About this task — Read through the entries below and copy each line where "headline" turns up.

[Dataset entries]
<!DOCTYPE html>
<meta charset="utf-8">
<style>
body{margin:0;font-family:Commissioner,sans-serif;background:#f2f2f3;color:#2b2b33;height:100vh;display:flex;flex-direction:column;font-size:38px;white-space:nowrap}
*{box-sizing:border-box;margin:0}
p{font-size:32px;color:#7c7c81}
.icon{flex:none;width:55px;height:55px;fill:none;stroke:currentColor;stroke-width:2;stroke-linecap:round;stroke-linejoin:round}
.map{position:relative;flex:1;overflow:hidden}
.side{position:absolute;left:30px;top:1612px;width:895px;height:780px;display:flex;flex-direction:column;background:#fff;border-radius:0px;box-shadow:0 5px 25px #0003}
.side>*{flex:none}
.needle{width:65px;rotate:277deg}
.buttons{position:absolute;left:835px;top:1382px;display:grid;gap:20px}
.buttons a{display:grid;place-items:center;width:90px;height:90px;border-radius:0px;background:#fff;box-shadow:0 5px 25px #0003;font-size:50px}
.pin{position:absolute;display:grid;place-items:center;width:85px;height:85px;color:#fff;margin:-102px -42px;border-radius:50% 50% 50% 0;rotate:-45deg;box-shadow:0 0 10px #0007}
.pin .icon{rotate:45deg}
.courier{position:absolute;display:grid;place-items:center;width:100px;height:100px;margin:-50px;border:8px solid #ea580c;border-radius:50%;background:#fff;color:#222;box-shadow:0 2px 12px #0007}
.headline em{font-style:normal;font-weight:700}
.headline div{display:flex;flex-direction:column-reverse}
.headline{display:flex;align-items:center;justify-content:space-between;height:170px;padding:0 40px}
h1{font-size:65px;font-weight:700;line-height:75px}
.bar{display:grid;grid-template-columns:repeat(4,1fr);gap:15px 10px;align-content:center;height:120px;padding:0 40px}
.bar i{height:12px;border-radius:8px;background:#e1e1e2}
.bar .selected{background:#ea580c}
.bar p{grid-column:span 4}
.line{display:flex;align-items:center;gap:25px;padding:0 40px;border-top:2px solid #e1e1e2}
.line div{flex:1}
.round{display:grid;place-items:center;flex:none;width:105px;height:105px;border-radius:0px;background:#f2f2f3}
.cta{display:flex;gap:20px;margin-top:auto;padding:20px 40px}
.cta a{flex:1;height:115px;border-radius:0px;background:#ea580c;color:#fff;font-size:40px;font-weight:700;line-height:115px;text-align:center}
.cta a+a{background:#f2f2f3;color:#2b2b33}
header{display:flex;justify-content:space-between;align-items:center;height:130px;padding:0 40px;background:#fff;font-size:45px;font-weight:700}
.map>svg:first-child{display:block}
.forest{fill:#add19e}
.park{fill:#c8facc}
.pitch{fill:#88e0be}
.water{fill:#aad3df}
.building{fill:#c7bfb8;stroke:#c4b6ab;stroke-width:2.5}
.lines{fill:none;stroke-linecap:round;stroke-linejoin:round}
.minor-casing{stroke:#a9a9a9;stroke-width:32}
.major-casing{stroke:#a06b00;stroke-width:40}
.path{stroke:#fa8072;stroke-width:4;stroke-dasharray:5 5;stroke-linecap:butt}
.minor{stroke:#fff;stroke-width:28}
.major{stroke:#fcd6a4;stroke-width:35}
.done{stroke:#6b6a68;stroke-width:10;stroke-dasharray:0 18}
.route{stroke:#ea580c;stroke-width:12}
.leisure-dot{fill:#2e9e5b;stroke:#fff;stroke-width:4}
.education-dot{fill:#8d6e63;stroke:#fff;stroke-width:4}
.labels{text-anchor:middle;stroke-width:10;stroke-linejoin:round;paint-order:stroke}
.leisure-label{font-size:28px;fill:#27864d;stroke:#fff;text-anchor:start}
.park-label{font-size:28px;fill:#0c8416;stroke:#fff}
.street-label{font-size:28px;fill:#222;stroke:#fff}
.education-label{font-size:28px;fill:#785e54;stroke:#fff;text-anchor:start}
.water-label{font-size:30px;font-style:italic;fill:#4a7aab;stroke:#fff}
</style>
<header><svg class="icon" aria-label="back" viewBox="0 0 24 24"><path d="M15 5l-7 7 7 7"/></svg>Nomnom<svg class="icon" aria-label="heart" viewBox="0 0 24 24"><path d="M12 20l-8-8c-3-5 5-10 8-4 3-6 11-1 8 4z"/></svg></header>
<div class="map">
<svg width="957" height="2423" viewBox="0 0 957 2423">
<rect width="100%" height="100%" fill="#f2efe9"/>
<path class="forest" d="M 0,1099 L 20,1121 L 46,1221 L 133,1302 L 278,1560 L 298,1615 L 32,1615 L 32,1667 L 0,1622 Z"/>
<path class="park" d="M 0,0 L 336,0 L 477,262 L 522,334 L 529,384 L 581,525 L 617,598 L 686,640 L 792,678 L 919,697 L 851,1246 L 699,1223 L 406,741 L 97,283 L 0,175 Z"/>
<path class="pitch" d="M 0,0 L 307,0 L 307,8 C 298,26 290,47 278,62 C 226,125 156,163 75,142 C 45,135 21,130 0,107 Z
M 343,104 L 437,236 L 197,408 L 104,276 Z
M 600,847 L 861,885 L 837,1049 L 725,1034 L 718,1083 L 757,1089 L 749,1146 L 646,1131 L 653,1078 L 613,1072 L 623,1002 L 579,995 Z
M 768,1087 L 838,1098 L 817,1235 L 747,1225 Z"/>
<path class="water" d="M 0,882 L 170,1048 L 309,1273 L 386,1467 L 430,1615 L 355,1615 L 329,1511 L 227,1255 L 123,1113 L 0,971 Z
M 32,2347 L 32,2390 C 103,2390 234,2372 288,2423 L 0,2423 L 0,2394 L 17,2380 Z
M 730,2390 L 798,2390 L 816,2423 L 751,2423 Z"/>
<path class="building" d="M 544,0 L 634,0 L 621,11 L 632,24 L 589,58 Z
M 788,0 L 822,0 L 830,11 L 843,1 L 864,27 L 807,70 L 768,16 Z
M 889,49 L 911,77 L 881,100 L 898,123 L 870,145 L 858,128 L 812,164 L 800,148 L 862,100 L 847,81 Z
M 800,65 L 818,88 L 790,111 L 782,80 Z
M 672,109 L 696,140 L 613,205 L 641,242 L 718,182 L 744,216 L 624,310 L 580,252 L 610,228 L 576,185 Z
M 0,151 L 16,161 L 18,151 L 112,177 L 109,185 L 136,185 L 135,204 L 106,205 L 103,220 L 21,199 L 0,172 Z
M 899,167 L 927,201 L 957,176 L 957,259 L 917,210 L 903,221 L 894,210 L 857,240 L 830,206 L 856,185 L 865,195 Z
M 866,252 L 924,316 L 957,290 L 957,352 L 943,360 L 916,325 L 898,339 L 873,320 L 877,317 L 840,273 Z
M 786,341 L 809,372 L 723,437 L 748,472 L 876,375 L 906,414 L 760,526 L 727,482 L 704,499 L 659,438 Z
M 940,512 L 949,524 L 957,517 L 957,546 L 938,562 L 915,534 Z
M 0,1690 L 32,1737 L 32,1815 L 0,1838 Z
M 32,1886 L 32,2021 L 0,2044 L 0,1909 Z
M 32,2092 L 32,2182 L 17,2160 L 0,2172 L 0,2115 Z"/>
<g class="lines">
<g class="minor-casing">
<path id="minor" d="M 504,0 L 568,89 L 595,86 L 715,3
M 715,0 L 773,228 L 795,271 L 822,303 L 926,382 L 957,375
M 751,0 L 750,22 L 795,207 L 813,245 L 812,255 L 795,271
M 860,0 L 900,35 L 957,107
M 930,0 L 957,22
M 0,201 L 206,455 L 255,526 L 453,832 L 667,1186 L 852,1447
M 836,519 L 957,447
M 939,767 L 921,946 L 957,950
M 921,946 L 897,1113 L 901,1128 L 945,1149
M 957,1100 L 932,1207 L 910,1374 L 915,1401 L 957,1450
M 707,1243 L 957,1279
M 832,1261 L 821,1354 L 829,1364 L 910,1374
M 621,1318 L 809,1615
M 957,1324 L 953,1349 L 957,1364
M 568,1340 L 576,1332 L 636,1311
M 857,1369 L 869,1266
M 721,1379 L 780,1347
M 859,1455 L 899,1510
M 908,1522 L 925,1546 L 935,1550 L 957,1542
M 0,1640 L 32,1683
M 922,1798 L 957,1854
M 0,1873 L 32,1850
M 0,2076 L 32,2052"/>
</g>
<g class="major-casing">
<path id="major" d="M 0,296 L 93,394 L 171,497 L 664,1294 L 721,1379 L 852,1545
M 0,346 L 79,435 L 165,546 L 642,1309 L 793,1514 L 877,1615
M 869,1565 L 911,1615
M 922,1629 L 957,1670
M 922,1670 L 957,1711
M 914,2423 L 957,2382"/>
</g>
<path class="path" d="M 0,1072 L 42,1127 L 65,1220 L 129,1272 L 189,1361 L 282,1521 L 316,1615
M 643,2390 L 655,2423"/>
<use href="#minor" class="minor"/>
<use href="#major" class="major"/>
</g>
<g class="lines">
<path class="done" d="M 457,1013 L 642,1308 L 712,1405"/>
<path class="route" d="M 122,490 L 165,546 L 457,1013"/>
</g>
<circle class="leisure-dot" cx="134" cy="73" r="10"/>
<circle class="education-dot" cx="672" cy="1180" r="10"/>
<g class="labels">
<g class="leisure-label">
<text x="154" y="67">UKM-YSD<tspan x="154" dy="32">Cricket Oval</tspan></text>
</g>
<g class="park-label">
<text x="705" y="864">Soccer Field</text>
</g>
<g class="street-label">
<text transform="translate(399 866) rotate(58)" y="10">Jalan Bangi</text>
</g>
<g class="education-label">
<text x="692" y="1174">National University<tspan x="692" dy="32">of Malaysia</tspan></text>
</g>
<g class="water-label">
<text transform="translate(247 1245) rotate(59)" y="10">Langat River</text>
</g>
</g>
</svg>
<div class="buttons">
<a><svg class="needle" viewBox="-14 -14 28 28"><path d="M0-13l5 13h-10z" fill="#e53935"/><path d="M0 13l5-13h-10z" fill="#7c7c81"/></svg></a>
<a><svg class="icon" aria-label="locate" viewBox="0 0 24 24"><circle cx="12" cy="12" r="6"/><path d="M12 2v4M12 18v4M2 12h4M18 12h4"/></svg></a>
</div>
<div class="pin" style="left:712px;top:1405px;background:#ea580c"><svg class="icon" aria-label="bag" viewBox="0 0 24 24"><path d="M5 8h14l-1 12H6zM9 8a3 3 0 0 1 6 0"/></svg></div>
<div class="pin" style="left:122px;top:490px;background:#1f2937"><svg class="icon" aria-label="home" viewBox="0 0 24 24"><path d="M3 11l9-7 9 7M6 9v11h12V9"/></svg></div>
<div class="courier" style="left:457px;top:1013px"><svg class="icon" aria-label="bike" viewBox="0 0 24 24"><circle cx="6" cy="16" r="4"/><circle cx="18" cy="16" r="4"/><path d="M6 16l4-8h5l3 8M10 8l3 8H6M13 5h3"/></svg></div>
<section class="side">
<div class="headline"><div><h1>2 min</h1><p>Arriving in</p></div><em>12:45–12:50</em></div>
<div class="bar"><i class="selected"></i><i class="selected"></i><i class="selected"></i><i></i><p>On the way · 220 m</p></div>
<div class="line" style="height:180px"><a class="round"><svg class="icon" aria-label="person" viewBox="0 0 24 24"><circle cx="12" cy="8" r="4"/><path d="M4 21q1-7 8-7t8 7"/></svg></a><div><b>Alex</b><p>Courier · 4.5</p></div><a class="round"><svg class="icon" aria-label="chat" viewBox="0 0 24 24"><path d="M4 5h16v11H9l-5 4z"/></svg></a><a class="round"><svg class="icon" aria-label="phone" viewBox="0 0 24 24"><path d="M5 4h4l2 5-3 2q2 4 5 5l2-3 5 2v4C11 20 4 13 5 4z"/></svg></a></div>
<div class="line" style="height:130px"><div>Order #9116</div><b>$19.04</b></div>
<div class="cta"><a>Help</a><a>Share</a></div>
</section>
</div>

Completed exercise —
.headline em{font-style:normal;font-weight:700}
.headline div{display:flex;flex-direction:column-reverse}
.headline{display:flex;align-items:center;justify-content:space-between;height:170px;padding:0 40px}
<div class="headline"><div><h1>2 min</h1><p>Arriving in</p></div><em>12:45–12:50</em></div>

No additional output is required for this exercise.